Joachim Gauck und Angela Merkel mochten sich einst - als sie noch nicht im Amt waren. Der Konflikt um die Olympia-Absage des Bundespräsidenten ist vorläufiger Höhepunkt der unglücklichen Verbindung. Dabei wären die beiden zu einigem fähig.

Von Stefan Braun, Berlin

Das Schlimmste immerhin ist Angela Merkel und Joachim Gauck erspart geblieben. Das Schlimmste wäre es gewesen, wenn die SPD den Mitgliederentscheid abgelehnt hätte - und danach alle Fragen neu bedacht hätten werden müssen. Dann wäre dem Bundespräsidenten die schwierige Aufgabe zugefallen, in einer politisch wie verfassungsrechtlich offenen Lage den richtigen Weg zu einer Regierung zu finden. Man braucht nicht viel Phantasie, um zu ahnen: Das hätte auch mit der Kanzlerin erhebliche Probleme bringen können.
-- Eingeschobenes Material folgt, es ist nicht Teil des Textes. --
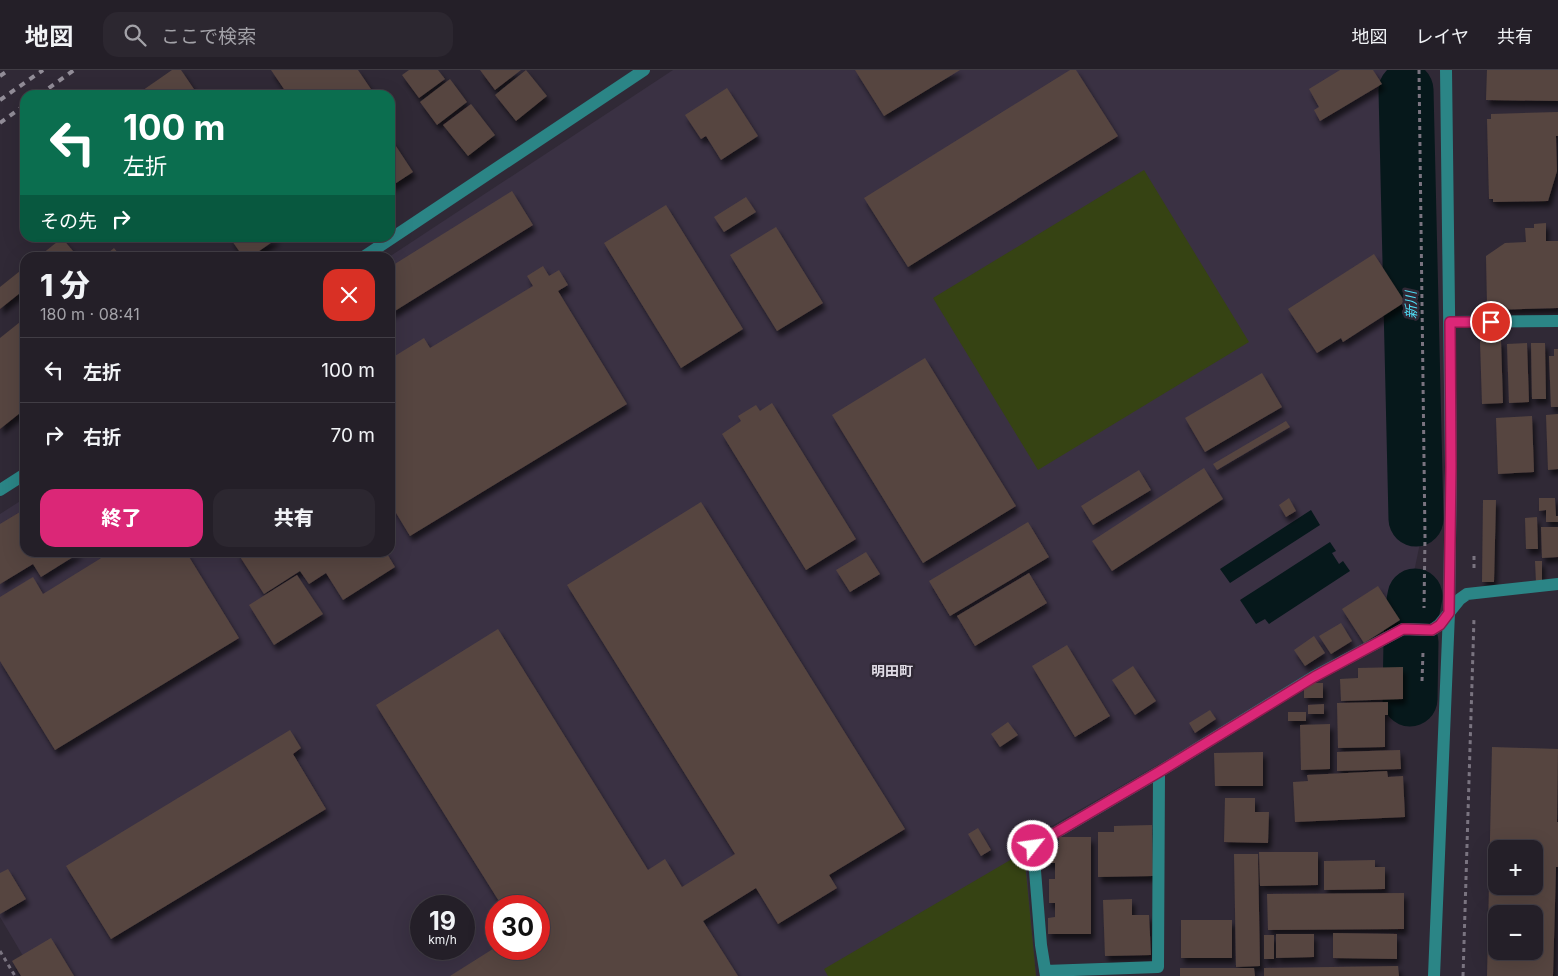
<!DOCTYPE html>
<html lang="ja">
<meta charset="utf-8">
<style>
:root{--surface:#241f28;--page:#2c2730;--text:#f1f3f6;--muted:#a3a2a8;--line:#413d45;--accent:#db2777}
body{margin:0;font-family:Inter,"Noto Sans JP",sans-serif;background:var(--page);color:var(--text);height:100vh;display:flex;flex-direction:column;font-size:19px;white-space:nowrap}
*{box-sizing:border-box;margin:0}
p{font-size:16px;color:var(--muted)}
.icon{flex:none;width:28px;height:28px;fill:none;stroke:currentColor;stroke-width:2;stroke-linecap:round;stroke-linejoin:round}
.map{position:relative;flex:1;overflow:hidden}
.sheet{position:absolute;left:20px;top:182px;width:375px;height:305px;display:flex;flex-direction:column;background:var(--surface);border-radius:15px;box-shadow:0 5px 20px #0002,0 0 0 1px var(--line)}
.sheet>*{flex:none}
.top-card{position:absolute;left:20px;top:20px;width:375px;height:152px;border-radius:15px;box-shadow:0 5px 20px #0002,0 0 0 1px var(--line);background:#0b6e4f;color:#fff;overflow:hidden}
.controls{position:absolute;left:1488px;top:770px;display:grid;gap:10px}
.controls a{display:grid;place-items:center;width:55px;height:55px;border-radius:10px;background:var(--surface);box-shadow:0 5px 20px #0002,0 0 0 1px var(--line);font-size:25px}
.speed{position:absolute;left:410px;top:825px;display:flex;gap:10px;font-size:25px;font-weight:700;text-align:center}
.speed>*{display:grid;place-content:center;width:65px;height:65px;border-radius:50%;background:var(--surface);box-shadow:0 5px 20px #0002,0 0 0 1px var(--line);line-height:1}
.speed small{font-size:12px;font-weight:400}
.speed .limit{border:8px solid #d22;background:#fff;color:#111}
.pin{position:absolute;display:grid;place-items:center;width:42px;height:42px;color:#fff;margin:-21px;border:2px solid #fff;border-radius:50%;box-shadow:0 1px 5px #0007}
.me{position:absolute;width:55px;margin:-28px;rotate:60deg;stroke-linejoin:round;filter:drop-shadow(0 0 4px #0008)}
.turn{display:flex;align-items:center;gap:18px;height:105px;padding:0 20px;font-size:22px}
.turn .icon{width:65px;height:65px;stroke-width:2.5}
.turn b{display:block;font-size:35px;line-height:42px}
.then{display:flex;align-items:center;height:48px;padding:0 20px;background:#0003;gap:10px;font-size:19px}
.round{display:grid;place-items:center;flex:none;width:52px;height:52px;border-radius:15px;background:var(--page)}
.summary{display:flex;align-items:center;justify-content:space-between;height:85px;padding:0 20px}
h1{font-size:30px;font-weight:800;line-height:38px}
.action{display:flex;gap:10px;margin-top:auto;padding:10px 20px}
.action a{flex:1;height:58px;border-radius:15px;background:var(--accent);color:#fff;font-size:20px;font-weight:800;line-height:58px;text-align:center}
.action a+a{background:var(--page);color:var(--text)}
ul{padding:0;list-style:none}
li{display:flex;align-items:center;gap:15px;height:65px;padding:0 20px;border-top:1px solid var(--line)}
li div{flex:1}
li b{display:block;font-size:19px}
li em{font-style:normal}
header{display:flex;align-items:center;gap:30px;box-sizing:border-box;height:70px;padding:0 25px;background:var(--surface);border-bottom:1px solid var(--line)}
header strong{font-size:24px}
nav{display:flex;gap:28px;margin-inline-start:auto;font-size:18px}
.search{width:350px;height:45px;background:var(--page);display:flex;align-items:center;gap:12px;box-sizing:border-box;padding:0 18px;border-radius:15px;color:var(--muted);font-size:19px}
.map>svg:first-child{display:block}
.built{fill:#3a3143;fill-rule:evenodd}
.green{fill:#364313}
.water{fill:#06181b}
.lines{fill:none;stroke-linecap:round;stroke-linejoin:round}
.river{stroke:#06181b;stroke-width:55}
.building{fill:#564540;fill-rule:evenodd;filter:url(#shadow)}
.path{stroke:#7a7480;stroke-width:3;stroke-dasharray:4 4;stroke-linecap:butt}
.minor{stroke:#2b8586;stroke-width:12}
.rail{stroke:#918c97;stroke-width:4;stroke-dasharray:6 6;stroke-linecap:butt}
.route-casing{stroke:#8e194d;stroke-width:12}
.route{stroke:#db2777;stroke-width:9}
.labels{text-anchor:middle;stroke-width:5;stroke-linejoin:round;paint-order:stroke}
.water-label{font-size:14px;font-style:italic;fill:#4fdcf5;stroke:#302936}
.neighbourhood-label{font-size:14px;font-weight:bold;fill:#e0dce5;stroke:#302936}
</style>
<header>
<strong>地図</strong>
<div class="search"><svg class="icon" aria-label="search" viewBox="0 0 24 24"><circle cx="10" cy="10" r="6"/><path d="M15 15l6 6"/></svg>ここで検索</div>
<nav><a>地図</a><a>レイヤ</a><a>共有</a></nav>
</header>
<div class="map">
<svg width="1558" height="906" viewBox="0 0 1558 906">
<defs>
<filter id="shadow"><feDropShadow dx="3" dy="5.5" stdDeviation="2.5" flood-color="#0009"/></filter>
</defs>
<rect width="100%" height="100%" fill="#302936"/>
<!-- built -->
<path class="built" d="M673,0H1410L1421,468L1405,546L1401,555L1024,772L1036,906H35L0,847V444L25,428V482H390V188L389,187ZM421,836H464V879H421ZM496,836H539V879H496Z"/>
<!-- green -->
<path class="green" d="M1144,100L1249,272L1038,400L933,228Z
M1024,782L1036,906H828L824,899Z"/>
<!-- water -->
<path class="water" d="M1311,440L1320,455L1230,513L1220,499Z
M1330,472L1336,481L1332,483L1339,494L1343,491L1350,501L1269,554L1265,549L1256,554L1240,530Z"/>
<g class="lines">
<!-- river -->
<path class="river" d="M1406,20L1416,449
M1410,552L1415,526
M1410,629L1411,572"/>
</g>
<!-- building -->
<path class="building" d="M172,0H181L198,25H136Z
M271,0H358L375,25H288Z
M409,0H438L445,9L419,28L402,5Z
M480,0H521L495,20Z
M526,0L547,26L516,51L495,25Z
M855,0H960L884,46Z
M1070,0H1076L1118,66L908,197L864,128Z
M1340,0H1373L1382,14L1320,51L1314,40L1319,37L1309,19Z
M1487,0H1558V31L1486,30Z
M450,9L467,32L437,55L420,32Z
M727,18L758,66L721,90L706,66L701,69L685,45Z
M471,34L495,65L468,86L443,55Z
M1558,42V66H1556L1557,101L1548,131L1493,132V129H1489L1487,49H1491V44Z
M390,67L413,102L390,117Z
M512,121L533,155L390,244V197Z
M746,127L756,142L724,162L714,147Z
M666,135L743,259L681,298L604,173Z
M1546,153V171H1558V238L1491,240V234H1487L1486,186L1505,173L1526,172L1525,158H1534V154Z
M776,157L823,233L777,261L730,185Z
M62,168L73,181L65,188H37Z
M230,168H278L249,188H244Z
M114,178L122,188H102Z
M1374,184L1405,232L1343,272L1341,268L1317,283L1288,239Z
M543,196L549,206L559,200L568,215L558,221L627,334L410,466L390,433V289L424,268L430,278L533,216L527,206Z
M25,197V219L0,239V217Z
M25,248V339L0,359V268Z
M1501,270L1503,333L1482,334L1480,271Z
M1527,273L1529,332L1509,333L1507,274Z
M1531,273H1545L1546,329H1532Z
M1554,279H1558V337H1551L1549,286H1554Z
M925,288L1016,436L923,493L832,345Z
M1262,303L1282,337L1205,382L1185,348Z
M772,333L856,469L806,500L722,364L741,351L738,346L756,335L760,341Z
M1558,344V399L1548,400L1546,345Z
M1532,346L1534,402L1498,404L1496,348Z
M1286,351L1290,357L1217,400L1213,394Z
M1204,398L1223,429L1112,501L1092,471Z
M1139,400L1151,420L1093,455L1081,436Z
M1289,428L1296,441L1286,447L1279,435Z
M1539,428H1555L1556,446H1558V452H1546V440L1539,441Z
M1483,430H1496L1494,512H1482Z
M701,432L905,759L829,805L837,818L778,854L756,818L703,851L738,906H450L496,877V879H539V836H502L376,635L498,559L648,800L665,789L682,817L735,784L567,515Z
M25,439V482H81L41,507L33,494L0,514V454Z
M1537,447L1538,479H1526L1525,448Z
M1028,452L1049,487L950,546L929,511Z
M1541,457H1558V487L1542,488Z
M111,482H186L239,568L55,680L0,591V527L33,507L43,524Z
M237,482H386L395,497L343,530L326,503L309,514L300,501L264,524Z
M866,482L880,504L850,522L836,500Z
M1535,491H1542V512H1536Z
M1029,503L1047,533L975,576L957,546Z
M297,505L323,544L274,575L249,535Z
M1378,516L1400,550L1364,573L1342,539Z
M1341,553L1352,571L1331,584L1319,566Z
M1314,566L1325,583L1305,596L1294,580Z
M1067,575L1110,646L1075,667L1032,596Z
M1133,596L1156,631L1135,645L1112,610Z
M1403,597V629L1341,631L1340,609L1358,608V598Z
M1304,613H1323V628H1304Z
M1388,632V645H1385V677L1338,678L1337,633Z
M1324,634V644H1308V635Z
M1210,640L1216,649L1195,663L1189,653Z
M1288,642H1306V651H1288Z
M1008,652L1018,665L1000,677L991,664Z
M1330,654V699L1301,700L1300,655Z
M290,660L301,678L293,684L326,739L111,869L66,796Z
M1492,677L1558,679L1557,752H1558V797H1556L1553,906H1487ZM1496,779H1534V816H1496ZM1496,844H1534V881H1496Z
M1400,680L1401,699L1337,701V682Z
M1263,682V716H1215L1214,683Z
M1387,701L1388,707L1403,706L1405,747L1295,752L1293,712L1308,711L1307,705Z
M1225,728H1255V742H1269L1268,773L1224,772Z
M1152,755L1153,806L1098,807V762H1114V756Z
M978,758L991,780L981,786L968,764Z
M1059,767H1091V864H1048V848L1055,847V833H1049V809H1055V793H1046V776L1059,777Z
M1259,782H1318V815L1260,816Z
M1234,784H1258L1260,896L1236,897Z
M1375,790V797H1385V819L1324,820V791Z
M8,799L26,829L0,844V803Z
M1404,823V859L1268,860L1267,824Z
M1132,829V845H1149L1151,885L1105,886L1103,830Z
M1181,850H1232V888H1181Z
M1333,863L1397,864V889L1333,888Z
M1276,864H1314V887L1276,888Z
M1264,865H1274V889H1264Z
M51,868L74,906H21L12,891Z
M1398,896L1399,906H1264V898Z
M1180,898H1254L1255,906H1180Z"/>
<g class="lines">
<!-- path -->
<path class="path" d="M1419,0L1425,467L1424,538
M1474,486V502
M1422,611L1423,582
M0,881L15,906
M1463,906L1474,548"/>
<!-- minor -->
<path class="minor" d="M362,188L644,0
M1450,252L1558,251
M0,420L25,404
M1045,901L1158,897L1159,702L1313,607L1403,559L1432,560L1439,555L1460,529L1467,524L1558,514
M1046,906L1041,875L1033,776L1159,702
M1434,906L1449,543L1451,397L1446,0"/>
<!-- rail -->
<path class="rail" d="M0,6L9,0
M39,25L74,0
M0,30L43,0
M0,53L25,35"/>
</g>
<g class="lines">
<defs>
<path id="route" d="M1033,776L1159,702L1314,607L1403,559L1432,560L1440,555L1449,543L1451,397L1450,252H1491"/>
</defs>
<!-- route casing -->
<use href="#route" class="route-casing"/>
<!-- route -->
<use href="#route" class="route"/>
</g>
<g class="labels">
<!-- water labels -->
<g class="water-label">
<text transform="translate(1411 235) rotate(-91)" y="5">新川</text>
</g>
<!-- neighbourhood labels -->
<g class="neighbourhood-label">
<text x="892" y="606">明田町</text>
</g>
</g>
</svg>
<div class="controls">
<a>+</a>
<a>−</a>
</div>
<div class="speed"><div>19<small>km/h</small></div><div class="limit">30</div></div>
<div class="pin" style="left:1491px;top:252px;background:#d93025"><svg class="icon" aria-label="arrive" viewBox="0 0 24 24"><path d="M6 21V4h12l-3 4 3 4H6"/></svg></div>
<svg class="me" style="left:1033px;top:776px" viewBox="-20 -20 40 40"><circle r="17" fill="#db2777" stroke="#fff" stroke-width="3"/><path d="M0-11L8 9 0 5-8 9z" fill="#fff"/></svg>
<div class="top-card">
<div class="turn"><svg class="icon" aria-label="left" viewBox="0 0 24 24"><path d="M17 20v-9H6M10 6l-5 5 5 5"/></svg><div><b>100 m</b>左折</div></div>
<div class="then">その先<svg class="icon" aria-label="right" viewBox="0 0 24 24"><path d="M7 20v-9h11M14 6l5 5-5 5"/></svg></div>
</div>
<section class="sheet">
<div class="summary"><div><h1>1 分</h1><p>180 m · 08:41</p></div><a class="round" style="background:#d93025;color:#fff"><svg class="icon" aria-label="close" viewBox="0 0 24 24"><path d="M6 6l12 12M18 6L6 18"/></svg></a></div>
<ul>
<li><svg class="icon" aria-label="left" viewBox="0 0 24 24"><path d="M17 20v-9H6M10 6l-5 5 5 5"/></svg><div><b>左折</b></div><em>100 m</em></li>
<li><svg class="icon" aria-label="right" viewBox="0 0 24 24"><path d="M7 20v-9h11M14 6l5 5-5 5"/></svg><div><b>右折</b></div><em>70 m</em></li>
</ul>
<div class="action"><a>終了</a><a>共有</a></div>
</section>
</div>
So aber ist alles anders. Die SPD hat Ja gerufen, und Merkel kann zum dritten Mal zur Kanzlerin gewählt werden. Das wird am Dienstagvormittag zu einer Begegnung Gaucks mit Merkel führen. Kaum ist sie gewählt, wird sie ins Schloss Bellevue fahren und vom Staatsoberhaupt ihre Ernennungsurkunde erhalten. Das könnte ein schöner Moment sein zwischen den beiden. Beide stammen aus dem Osten, für beide ist das Thema Freiheit ein ganz besonderes. Und beide mochten sich. Jedenfalls mochten sie sich, solange sie noch nicht im Amt waren.

Spätestens mit Gaucks Kandidatur zum Bundespräsidenten, beim ersten Mal und noch mehr beim zweiten, hat dieses Verhältnis einen Knacks bekommen. Beim ersten Mal, weil Merkel damals auch über Gauck nachdachte, aber sich am Ende weder für ihn noch für Ursula von der Leyen, sondern für Christian Wulff entschied. Das war keiner tollen Phantasie, keiner großen Idee, sondern vor allem dem Merkel'schen Machtkalkül in den eigenen Reihen geschuldet. Gauck wurde trotzdem Kandidat, aufgestellt von den Sozialdemokraten. Und als Wulff in der Bundesversammlung zwei Mal durchfiel, wurde er für Merkel vom netten und klugen Gesprächspartner zum Irgendwie-dann-doch-Gegenspieler. Dass Wulff im dritten Wahlgang durchkam, konnte daran nichts mehr ändern.

Von Franz Josef Strauß stammt das Bonmot, dass eine Jacke, die man am Anfang falsch zuknöpft, nie wirklich passen wird. Für Merkels Verhältnis zu Gauck lässt sich das seit dieser Zeit auch sagen. Zum ersten Mal deutlich wurde dies, als Wulff zurücktreten musste und sich in Merkel fast alles gegen Gauck sträubte. Während die allermeisten im politischen Berlin sehr schnell ahnten, dass an dem Bürgerrechtler diesmal wohl kein Weg vorbeiführen würde, versuchte die Kanzlerin, ihn mit mehreren anderen Kandidaten noch zu verhindern. Ergebnis: Die FDP sah ihre Chance und unterstützte Gauck, was fast zum Bruch der Koalition geführt hätte. Gauck konnte dafür nichts. Aber es schmerzte.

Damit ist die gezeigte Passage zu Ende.